Variety CEO Tam Johnston said high-quality video cameras with remotely-controlled pan, tilt and zoom functions as well as a monitor and built-in microphones have been installed under the Vision For Life program in hospitals at Port Macquarie, Coffs Harbour, Lismore, Grafton and Kempsey.
The launch follows a pilot at Campbelltown and Liverpool, while another 14 hospitals are set to receive the technology in the next few months.
"It's saving lives," Ms Johnston said. "The cameras installed at regional or remote hospitals link back to major children's hospitals in NSW and will help ensure babies and children get the best medical care before they are transported to metropolitan hospitals.
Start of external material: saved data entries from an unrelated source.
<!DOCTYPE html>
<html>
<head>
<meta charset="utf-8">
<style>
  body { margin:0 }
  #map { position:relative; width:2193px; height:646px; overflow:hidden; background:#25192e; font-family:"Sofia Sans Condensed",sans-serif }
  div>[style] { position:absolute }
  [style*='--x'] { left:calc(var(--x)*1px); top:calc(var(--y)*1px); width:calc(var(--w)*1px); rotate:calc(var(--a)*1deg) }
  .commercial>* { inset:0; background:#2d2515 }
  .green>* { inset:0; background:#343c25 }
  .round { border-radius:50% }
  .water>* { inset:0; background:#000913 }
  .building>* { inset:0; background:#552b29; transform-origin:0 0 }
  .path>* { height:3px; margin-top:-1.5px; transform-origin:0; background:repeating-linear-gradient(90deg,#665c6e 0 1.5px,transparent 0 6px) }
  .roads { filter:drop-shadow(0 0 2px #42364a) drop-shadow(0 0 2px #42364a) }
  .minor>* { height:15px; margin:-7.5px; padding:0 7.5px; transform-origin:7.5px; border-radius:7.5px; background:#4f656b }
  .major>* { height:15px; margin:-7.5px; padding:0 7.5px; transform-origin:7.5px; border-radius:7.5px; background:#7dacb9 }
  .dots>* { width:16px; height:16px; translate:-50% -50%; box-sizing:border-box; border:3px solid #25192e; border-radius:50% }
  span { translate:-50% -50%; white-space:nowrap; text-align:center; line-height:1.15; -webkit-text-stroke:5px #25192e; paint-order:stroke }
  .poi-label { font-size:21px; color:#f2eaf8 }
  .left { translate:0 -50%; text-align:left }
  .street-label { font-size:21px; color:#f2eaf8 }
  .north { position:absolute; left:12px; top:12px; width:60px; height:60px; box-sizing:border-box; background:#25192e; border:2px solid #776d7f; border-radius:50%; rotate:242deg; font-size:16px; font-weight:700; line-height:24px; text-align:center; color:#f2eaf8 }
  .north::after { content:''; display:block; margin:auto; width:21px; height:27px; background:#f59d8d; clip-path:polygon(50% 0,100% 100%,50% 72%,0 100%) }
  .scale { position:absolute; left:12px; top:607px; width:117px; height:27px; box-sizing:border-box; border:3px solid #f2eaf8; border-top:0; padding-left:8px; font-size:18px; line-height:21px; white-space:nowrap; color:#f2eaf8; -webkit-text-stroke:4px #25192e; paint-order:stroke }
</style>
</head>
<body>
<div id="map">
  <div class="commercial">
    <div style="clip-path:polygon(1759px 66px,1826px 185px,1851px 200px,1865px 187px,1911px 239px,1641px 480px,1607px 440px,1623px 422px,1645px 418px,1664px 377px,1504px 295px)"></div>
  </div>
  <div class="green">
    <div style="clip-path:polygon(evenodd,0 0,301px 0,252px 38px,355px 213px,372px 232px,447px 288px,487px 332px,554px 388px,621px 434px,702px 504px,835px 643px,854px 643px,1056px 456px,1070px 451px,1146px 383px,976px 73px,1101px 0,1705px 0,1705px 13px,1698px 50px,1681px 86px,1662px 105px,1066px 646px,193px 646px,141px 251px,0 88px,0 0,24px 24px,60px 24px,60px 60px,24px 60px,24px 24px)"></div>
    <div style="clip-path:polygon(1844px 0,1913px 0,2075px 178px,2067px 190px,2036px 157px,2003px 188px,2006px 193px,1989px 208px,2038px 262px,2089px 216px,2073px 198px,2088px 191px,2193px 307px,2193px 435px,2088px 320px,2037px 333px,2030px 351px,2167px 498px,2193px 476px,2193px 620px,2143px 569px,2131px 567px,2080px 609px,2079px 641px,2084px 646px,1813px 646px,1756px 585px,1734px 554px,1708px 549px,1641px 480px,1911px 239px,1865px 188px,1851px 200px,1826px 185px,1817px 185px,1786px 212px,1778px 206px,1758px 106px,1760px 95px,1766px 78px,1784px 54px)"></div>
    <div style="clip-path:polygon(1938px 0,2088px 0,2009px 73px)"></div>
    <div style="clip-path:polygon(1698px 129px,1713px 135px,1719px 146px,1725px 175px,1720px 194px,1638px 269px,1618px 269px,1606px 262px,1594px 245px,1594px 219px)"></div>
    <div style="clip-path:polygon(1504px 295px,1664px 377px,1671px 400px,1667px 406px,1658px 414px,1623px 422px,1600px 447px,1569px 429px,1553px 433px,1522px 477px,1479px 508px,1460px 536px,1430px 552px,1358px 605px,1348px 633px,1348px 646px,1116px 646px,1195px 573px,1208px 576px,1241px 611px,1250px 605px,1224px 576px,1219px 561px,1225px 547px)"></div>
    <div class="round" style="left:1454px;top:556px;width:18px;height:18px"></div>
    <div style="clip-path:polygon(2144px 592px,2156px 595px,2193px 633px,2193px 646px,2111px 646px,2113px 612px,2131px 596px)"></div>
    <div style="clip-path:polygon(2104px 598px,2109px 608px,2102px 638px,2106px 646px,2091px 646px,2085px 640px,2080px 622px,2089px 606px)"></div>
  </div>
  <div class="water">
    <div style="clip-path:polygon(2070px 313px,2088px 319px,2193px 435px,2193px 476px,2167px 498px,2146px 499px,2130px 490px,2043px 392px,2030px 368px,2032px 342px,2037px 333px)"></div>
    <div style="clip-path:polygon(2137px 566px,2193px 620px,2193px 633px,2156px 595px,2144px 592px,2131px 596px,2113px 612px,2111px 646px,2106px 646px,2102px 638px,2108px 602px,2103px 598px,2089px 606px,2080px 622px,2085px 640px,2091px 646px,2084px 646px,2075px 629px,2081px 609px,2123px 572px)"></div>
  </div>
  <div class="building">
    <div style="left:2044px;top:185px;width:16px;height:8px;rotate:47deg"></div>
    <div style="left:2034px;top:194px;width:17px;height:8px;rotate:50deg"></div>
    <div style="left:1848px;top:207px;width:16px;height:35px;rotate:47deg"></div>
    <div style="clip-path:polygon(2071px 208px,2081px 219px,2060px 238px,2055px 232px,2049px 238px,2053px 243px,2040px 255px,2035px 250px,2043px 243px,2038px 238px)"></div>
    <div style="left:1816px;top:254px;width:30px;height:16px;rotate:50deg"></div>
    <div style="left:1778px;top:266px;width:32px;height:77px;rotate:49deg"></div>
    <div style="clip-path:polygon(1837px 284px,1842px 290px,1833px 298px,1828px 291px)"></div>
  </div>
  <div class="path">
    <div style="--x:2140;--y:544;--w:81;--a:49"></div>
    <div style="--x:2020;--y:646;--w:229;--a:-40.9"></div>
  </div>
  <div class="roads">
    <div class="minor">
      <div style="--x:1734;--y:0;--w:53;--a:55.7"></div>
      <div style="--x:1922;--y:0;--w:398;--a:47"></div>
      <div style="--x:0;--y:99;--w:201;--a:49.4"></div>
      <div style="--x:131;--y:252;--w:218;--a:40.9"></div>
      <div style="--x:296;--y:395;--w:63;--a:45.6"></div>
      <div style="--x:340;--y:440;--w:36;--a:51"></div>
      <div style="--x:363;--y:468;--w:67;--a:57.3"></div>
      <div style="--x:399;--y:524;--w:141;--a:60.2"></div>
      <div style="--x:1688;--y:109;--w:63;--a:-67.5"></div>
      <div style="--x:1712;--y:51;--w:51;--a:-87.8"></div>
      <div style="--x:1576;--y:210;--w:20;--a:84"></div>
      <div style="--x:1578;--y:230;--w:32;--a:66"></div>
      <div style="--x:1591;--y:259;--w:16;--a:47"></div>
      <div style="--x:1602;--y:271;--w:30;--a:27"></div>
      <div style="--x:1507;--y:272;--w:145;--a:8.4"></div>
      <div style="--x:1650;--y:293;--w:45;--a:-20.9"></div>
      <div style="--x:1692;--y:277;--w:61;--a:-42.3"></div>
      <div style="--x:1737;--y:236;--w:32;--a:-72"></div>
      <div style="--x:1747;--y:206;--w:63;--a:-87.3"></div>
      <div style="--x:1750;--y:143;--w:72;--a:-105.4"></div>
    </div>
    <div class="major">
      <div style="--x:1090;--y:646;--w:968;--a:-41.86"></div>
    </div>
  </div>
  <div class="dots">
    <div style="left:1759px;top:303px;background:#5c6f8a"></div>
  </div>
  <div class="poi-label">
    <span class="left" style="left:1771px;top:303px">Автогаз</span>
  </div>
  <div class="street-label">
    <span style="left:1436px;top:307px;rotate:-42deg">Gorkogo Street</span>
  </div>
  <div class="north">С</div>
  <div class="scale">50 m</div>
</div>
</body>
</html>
"It will help in making that decision about where to transfer a child."
Ms Johnston recalled the story of Beau Cudmore, who was a newborn baby at Campbelltown Hospital and was seen by specialists over a Vision for Life videolink.
"His life was on the line because he was gasping for air. They could see him struggle to breathe, which helped them make a visual diagnosis and they were able to save his life," she said. "That little boy just turned one."
NETS director Andrew Berry said until now, most remote diagnosis and support of a premature baby or a sick or critically injured child has been by telephone without any ability to see the child being described.
"This allows for a more accurate diagnosis and will help avoid unnecessary patient transfers," Dr Berry said.
Health Minister Jillian Skinner said the NSW Government is proud to partner with the $7 million program. Ms Johnston said corporate support is required to roll the program out to every neonatal nursery and children's ward in NSW.